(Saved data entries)
────────────────────
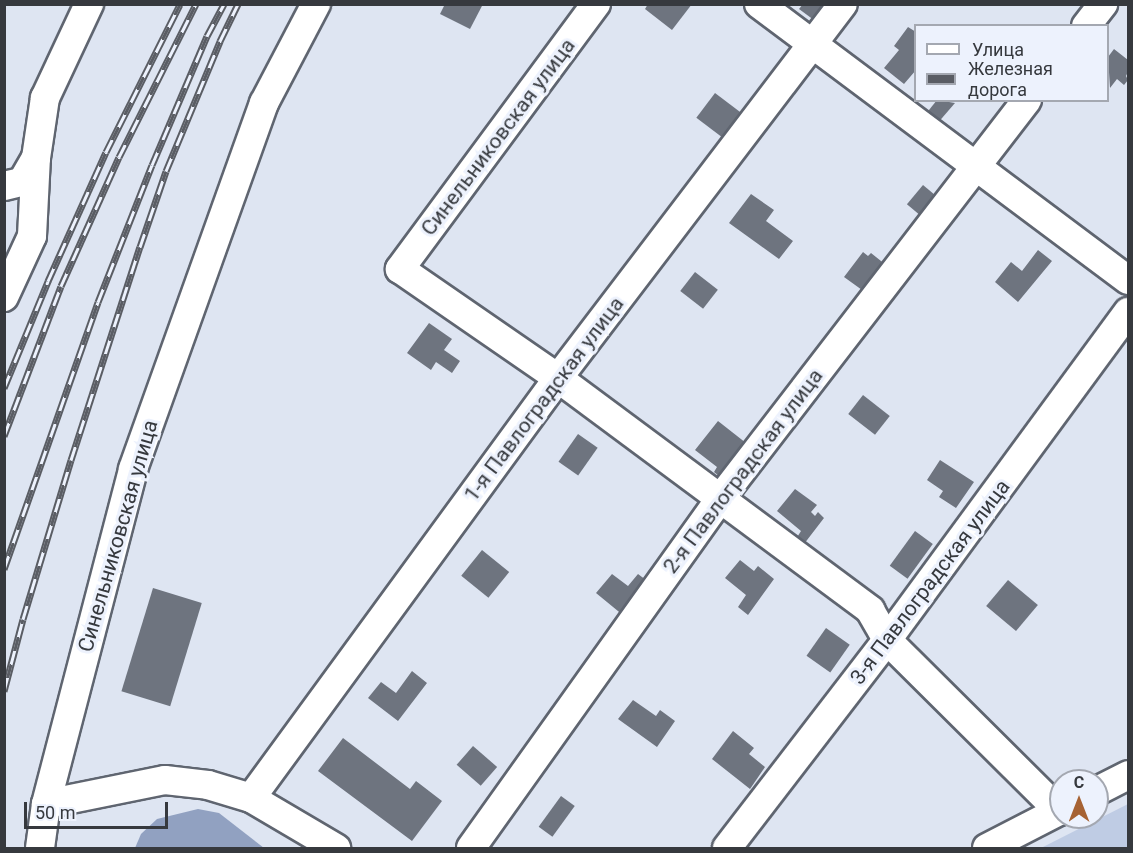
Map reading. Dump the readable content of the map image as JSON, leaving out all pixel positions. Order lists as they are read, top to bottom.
{
  "streets": {
    "street": [
      "Синельниковская улица",
      "1-я Павлоградская улица",
      "2-я Павлоградская улица",
      "3-я Павлоградская улица"
    ]
  },
  "crossings": [
    ["Синельниковская улица", "1-я Павлоградская улица"]
  ],
  "legend": ["Улица", "Железная дорога"],
  "scale_bar": "50 m",
  "north": "top"
}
────────────────────
• [Task statement] Retype the data shown above exactly, excluding any picture it contains.

• [Your solution]
Map reading. Dump the readable content of the map image as JSON, leaving out all pixel positions. Order lists as they are read, top to bottom.
{
  "streets": {
    "street": [
      "Синельниковская улица",
      "1-я Павлоградская улица",
      "2-я Павлоградская улица",
      "3-я Павлоградская улица"
    ]
  },
  "crossings": [
    ["Синельниковская улица", "1-я Павлоградская улица"]
  ],
  "legend": ["Улица", "Железная дорога"],
  "scale_bar": "50 m",
  "north": "top"
}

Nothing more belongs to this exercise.